I’ve been working on contract for a month or so now, helping to speed up some back end database summarization activity that had gotten slow enough that it was threatening to bleed into the next day’s time frame. Yuck!
Mostly standard stuff, tweaking indexes, ditching cursors, etc.
But one problem had me scratching my head today.
Essentially, I had a table of Clients, each one of which could be linked to any number of “Exposure” records, each of those having a start and stop date of exposure.
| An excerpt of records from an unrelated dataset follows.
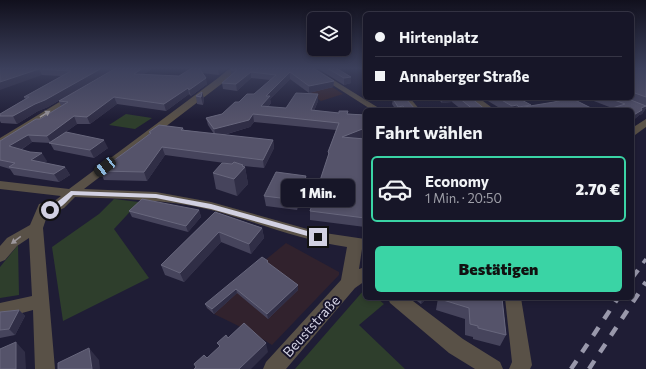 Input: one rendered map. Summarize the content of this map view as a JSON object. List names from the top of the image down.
{
  "streets": {
    "street": ["Beuststraße"]
  },
  "page": {
    "banner": ["Hirtenplatz", "Annaberger Straße"],
    "heading": "Fahrt wählen",
    "list": [
      {
        "name": "Economy",
        "note": "1 Min. · 20:50",
        "value": "2.70 €"
      }
    ],
    "bubble": "1 Min.",
    "buttons": "Bestätigen"
  }
} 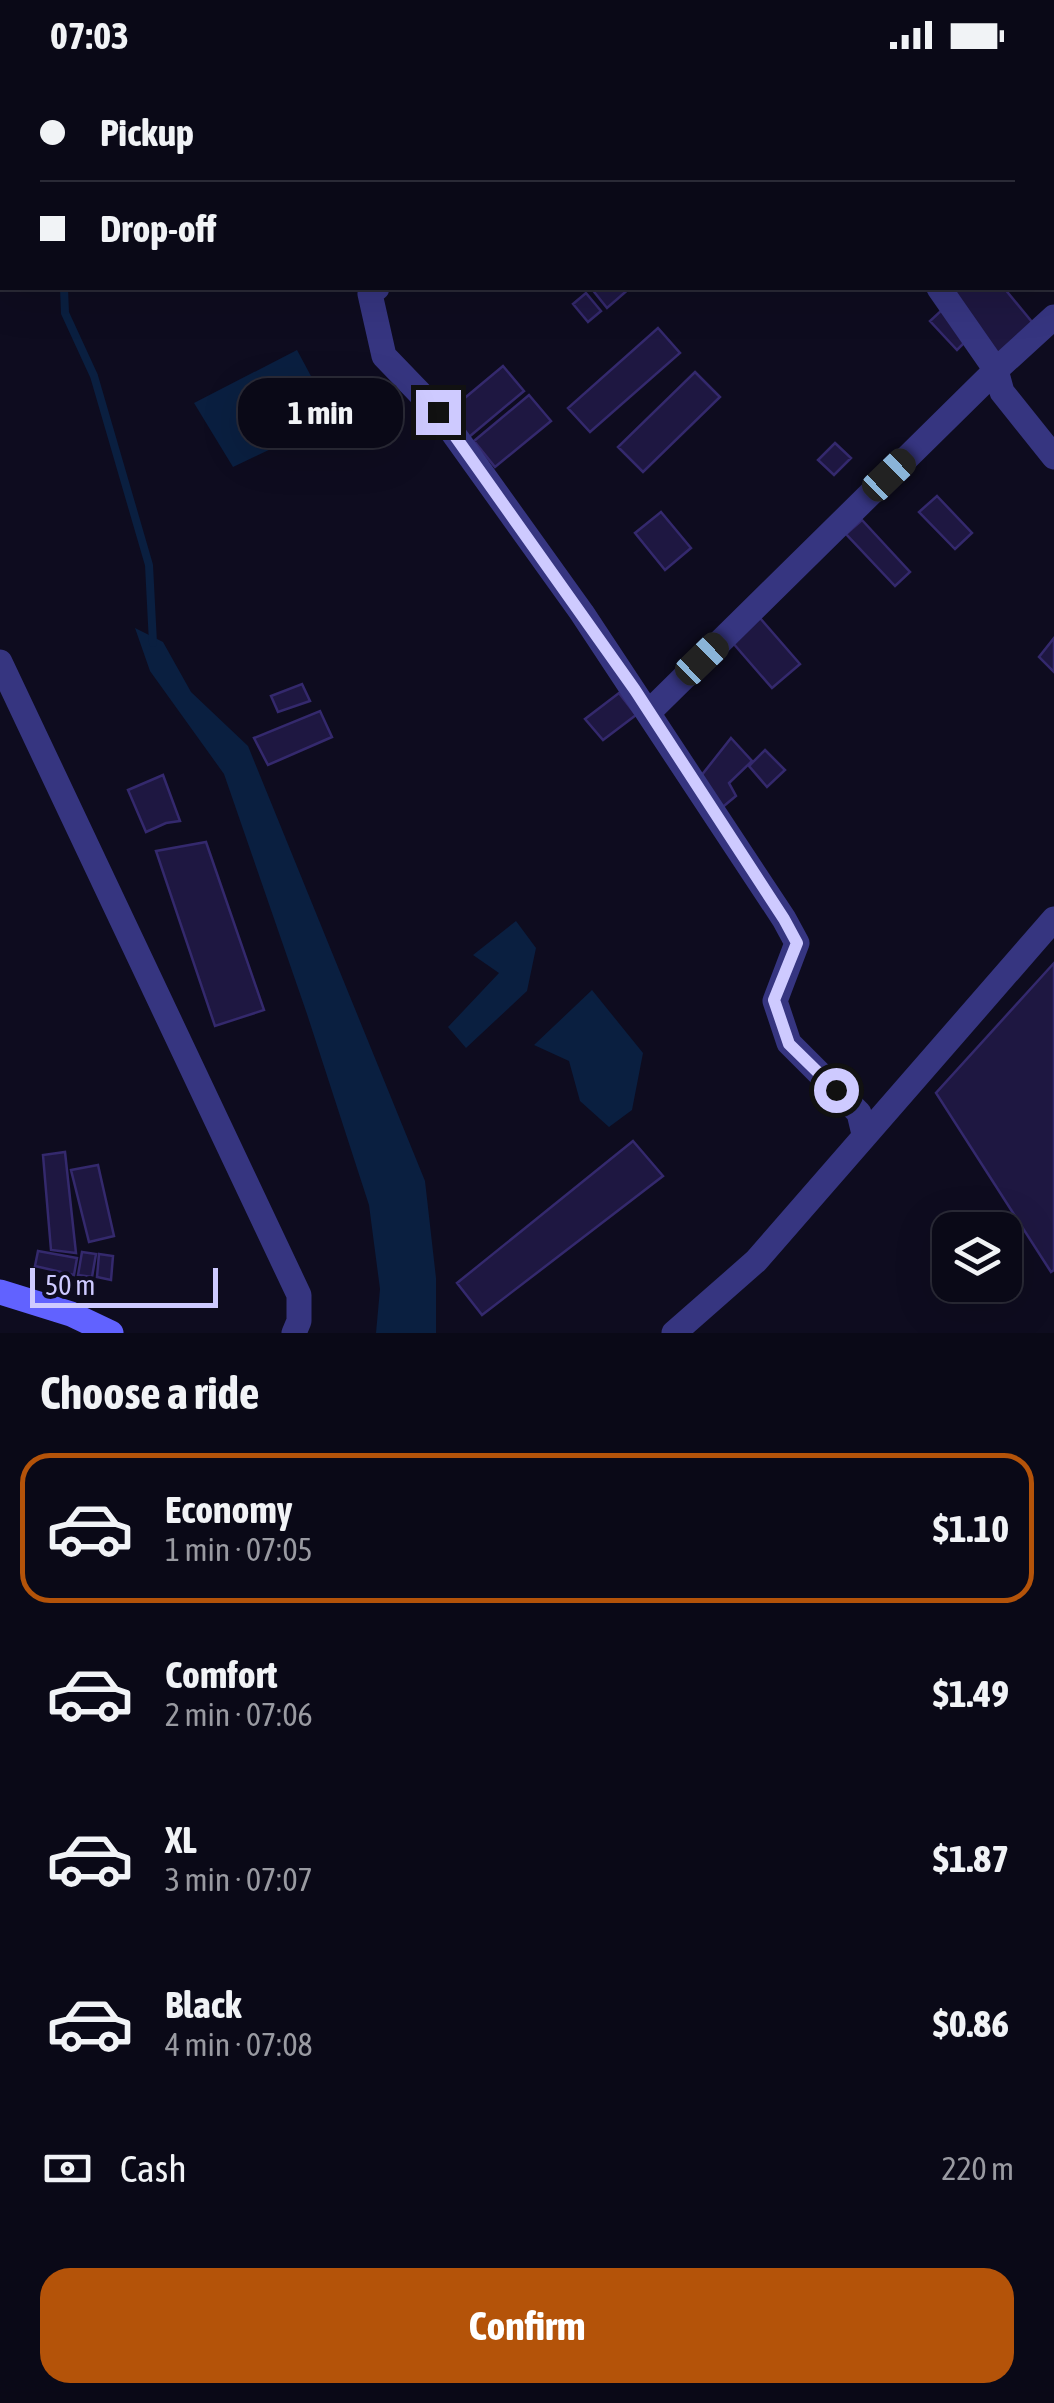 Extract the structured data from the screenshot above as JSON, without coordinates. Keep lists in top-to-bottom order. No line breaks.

The trick was to determine how many total years of exposure a client had.
The thing is, each client might have multiple exposure records with overlapping (or not) time frames. So essentially, the problem boiled down to collapsing all the exposures to a single sequential list of non-overlapping exposure timeframes. From there, it’s trivial to just add up the differences of the date for each time frame.
But how to get there?
The existing code was working fine, but took upwards of 40+ minutes. Essentially, it worked via cursors and functions (with more cursors) to collect all the years of all the timeframes for each client, convert them to a list of singular year elements, then convert that to a recordset and finally count up the entries. Workable, but terribly slow.
Skinning the Cat
I’d done something similar ages ago for a medical billing system, so I knew this kind of manipulation could be fast. But I’d long since forgotten exactly how I’d done it.
However, a few Google searches and I landed on Peter Larsson’s blog post about collapsing date ranges using what he calls the “Clustered Index Update”. It’s 3 years old, but definitely something worth throwing in your bag of SQL tricks!
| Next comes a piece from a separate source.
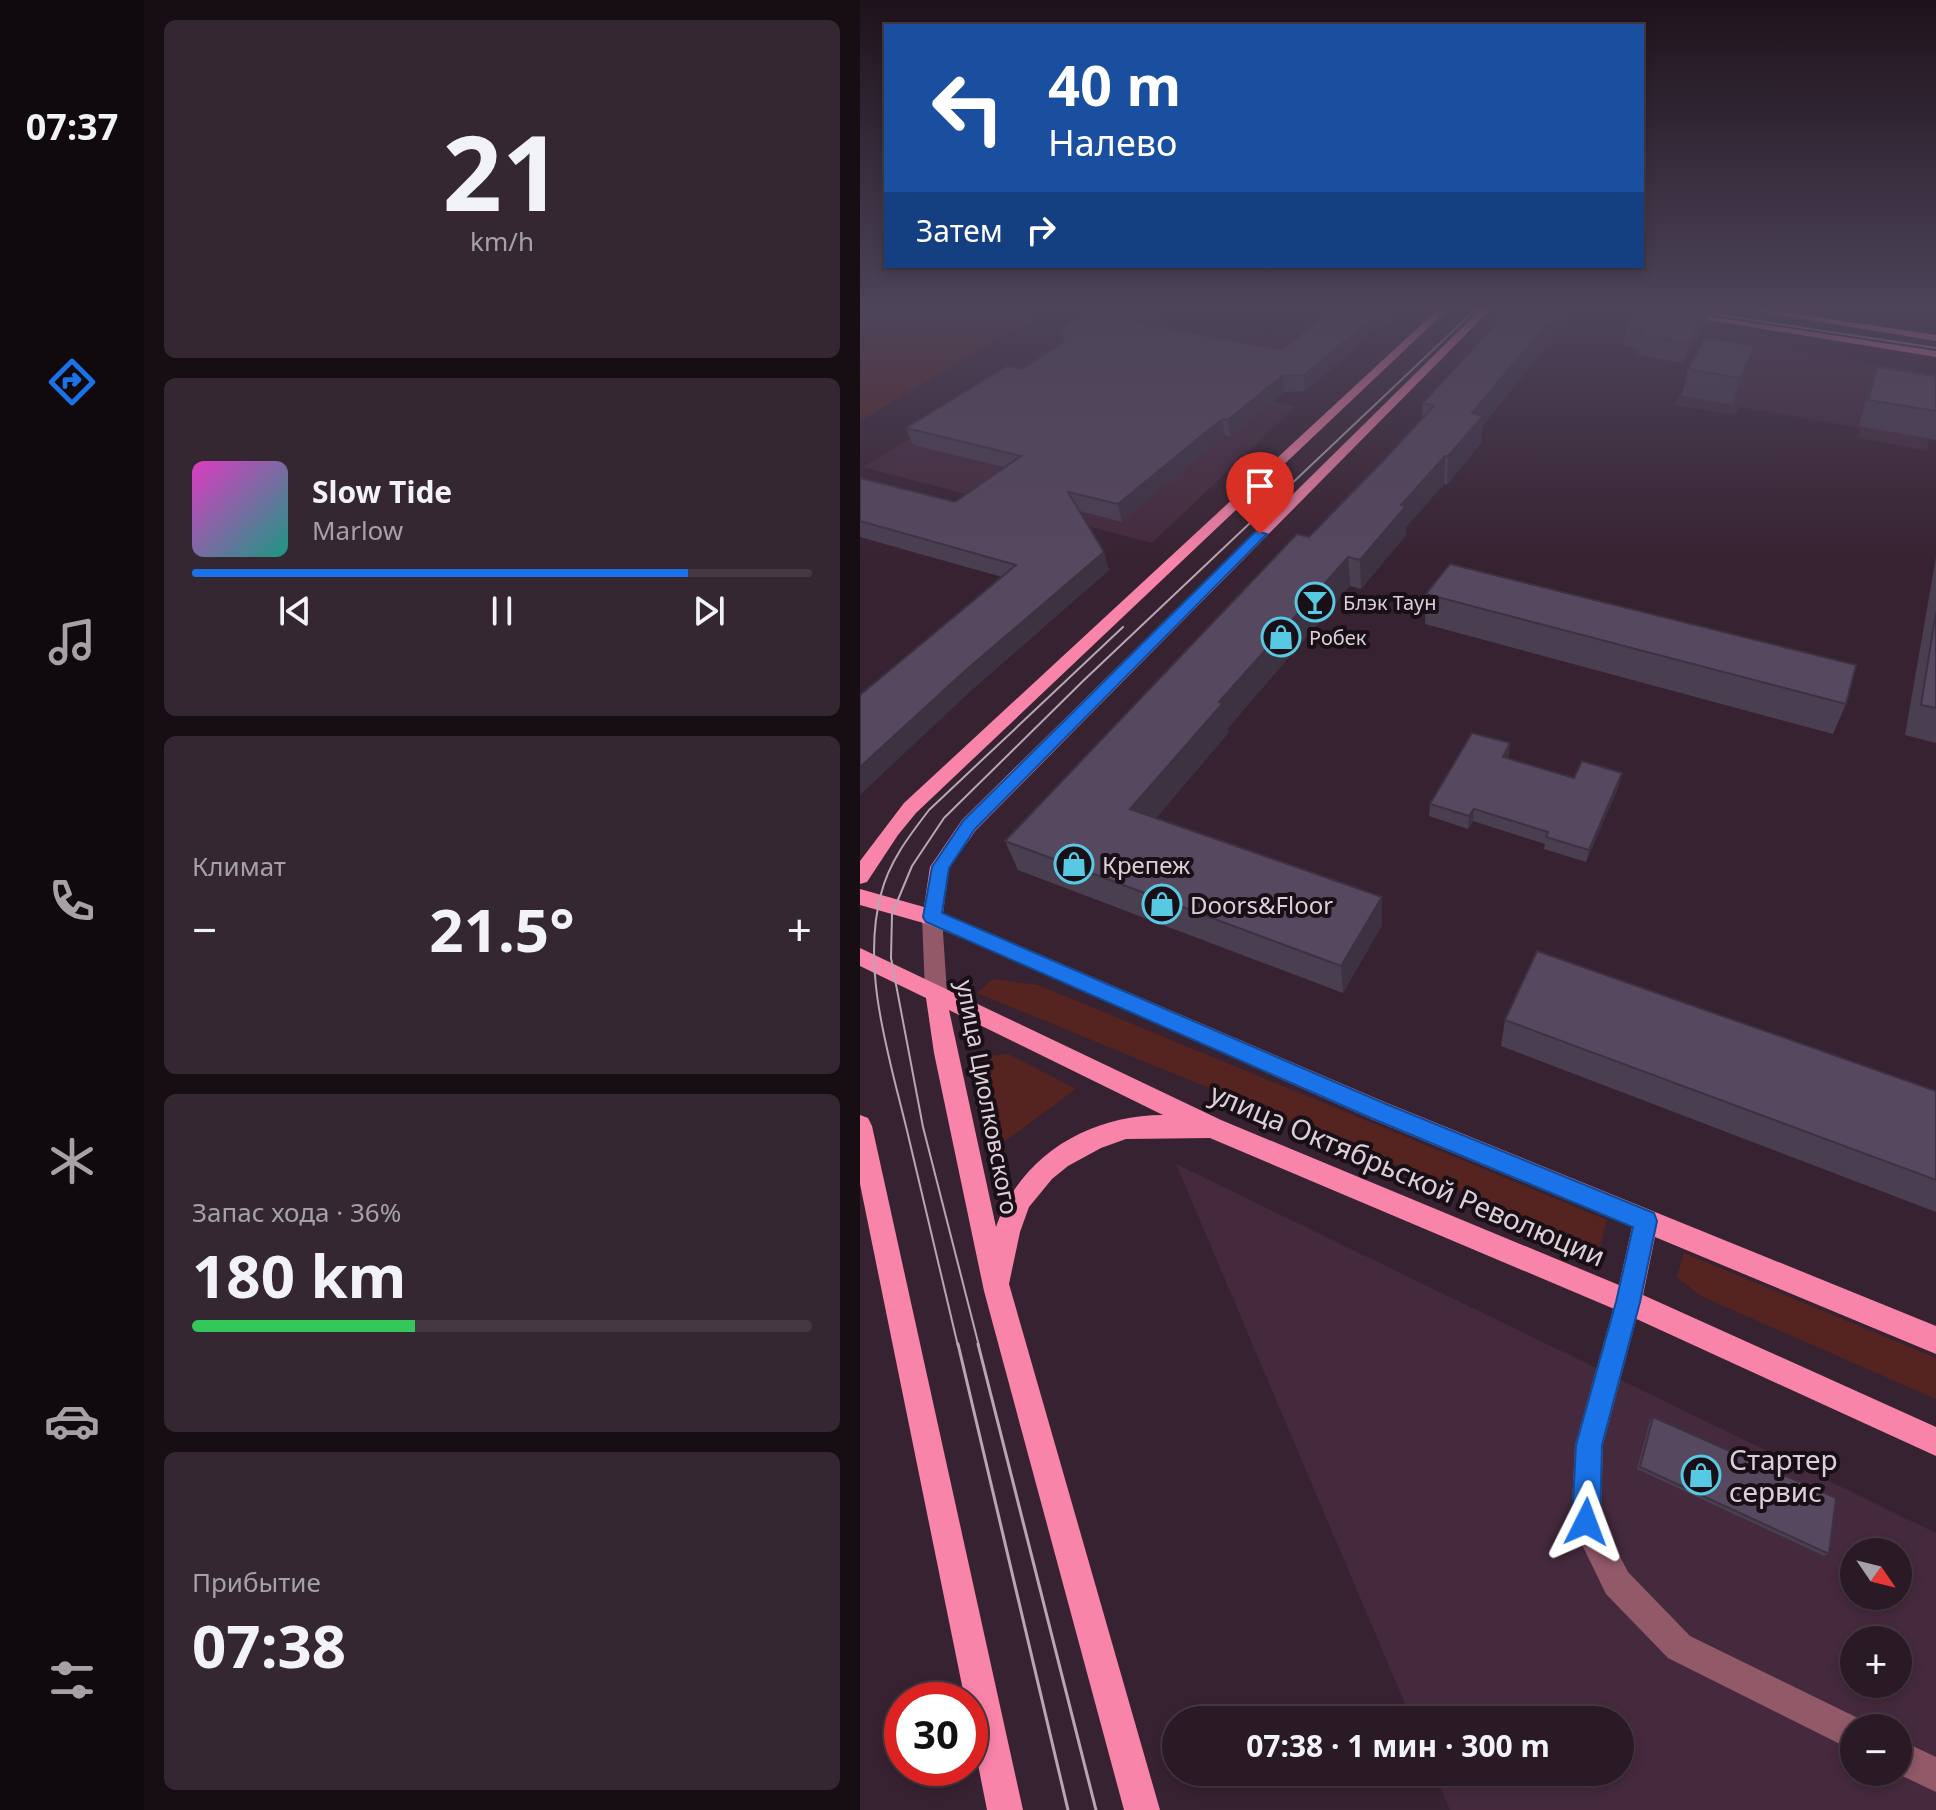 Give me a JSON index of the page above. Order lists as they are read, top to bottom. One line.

First, create some test data:
create table #test( id int, seq int, d1 datetime, d2 datetime) insert into #test select 1, null, '2005', '2006' union all select 1, null,'2007', '2009' union all select 2, null,'2001', '2006' union all select 2, null,'2003', '2008' UNION ALL SELECT 3, null,'2004', '2007' UNION ALL SELECT 3, null,'2005', '2006' UNION ALL SELECT 3, null,'2001', '2003' UNION ALL SELECT 3, null,'2002', '2005' UNION ALL SELECT 4, null,'2001', '2003' UNION ALL SELECT 4, null,'2005', '2009' UNION ALL SELECT 4, null,'2001', '2006' UNION ALL SELECT 4, null,'2003', '2008'
Next, make sure you have a clustered index across the ID and both Date fields:
CREATE CLUSTERED INDEX ix_id ON #test (ID, d1, d2) with fillfactor = 95
Be sure that the SEQ field is initialized to NULL or 0 (already done via the population code above).
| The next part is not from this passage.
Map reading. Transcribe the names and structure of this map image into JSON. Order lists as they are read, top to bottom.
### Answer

Then, create several variables to assist with counting through the records to set the SEQ field. Use a SELECT to initialize those variables:
DECLARE @id INT, @Seq INT, @d1 DATETIME, @d2 DATETIME SELECT TOP 1 @Seq = 0, @id = id, @d1 = d1, @d2 = d2 FROM #test ORDER BY id, d1
Finally, update the SEQ column using the “Clustered Index Update” trick:
UPDATE #test SET @Seq = CASE WHEN d1 > @d2 THEN @Seq + 1 WHEN id > @id THEN @Seq + 1 ELSE @Seq END, @d1 = CASE WHEN d2 > @d2 THEN d1 WHEN id > @id THEN d1 ELSE @d1 END, @d2 = CASE WHEN d2 > @d2 THEN d2 WHEN id > @id THEN d2 ELSE @d2 END, Seq = @Seq, @id = id
Essentially, what’s happening here is that since the update doesn’t specify an order, SQL will update via the physical order in the database, which is the same as the clustered index (a clustered index determines the physical ordering of records in the table). And since the records are ordered in ID, D1, D2 order, the SEQ column will be updated with an incrementing number that effectively clusters overlapping ranges together.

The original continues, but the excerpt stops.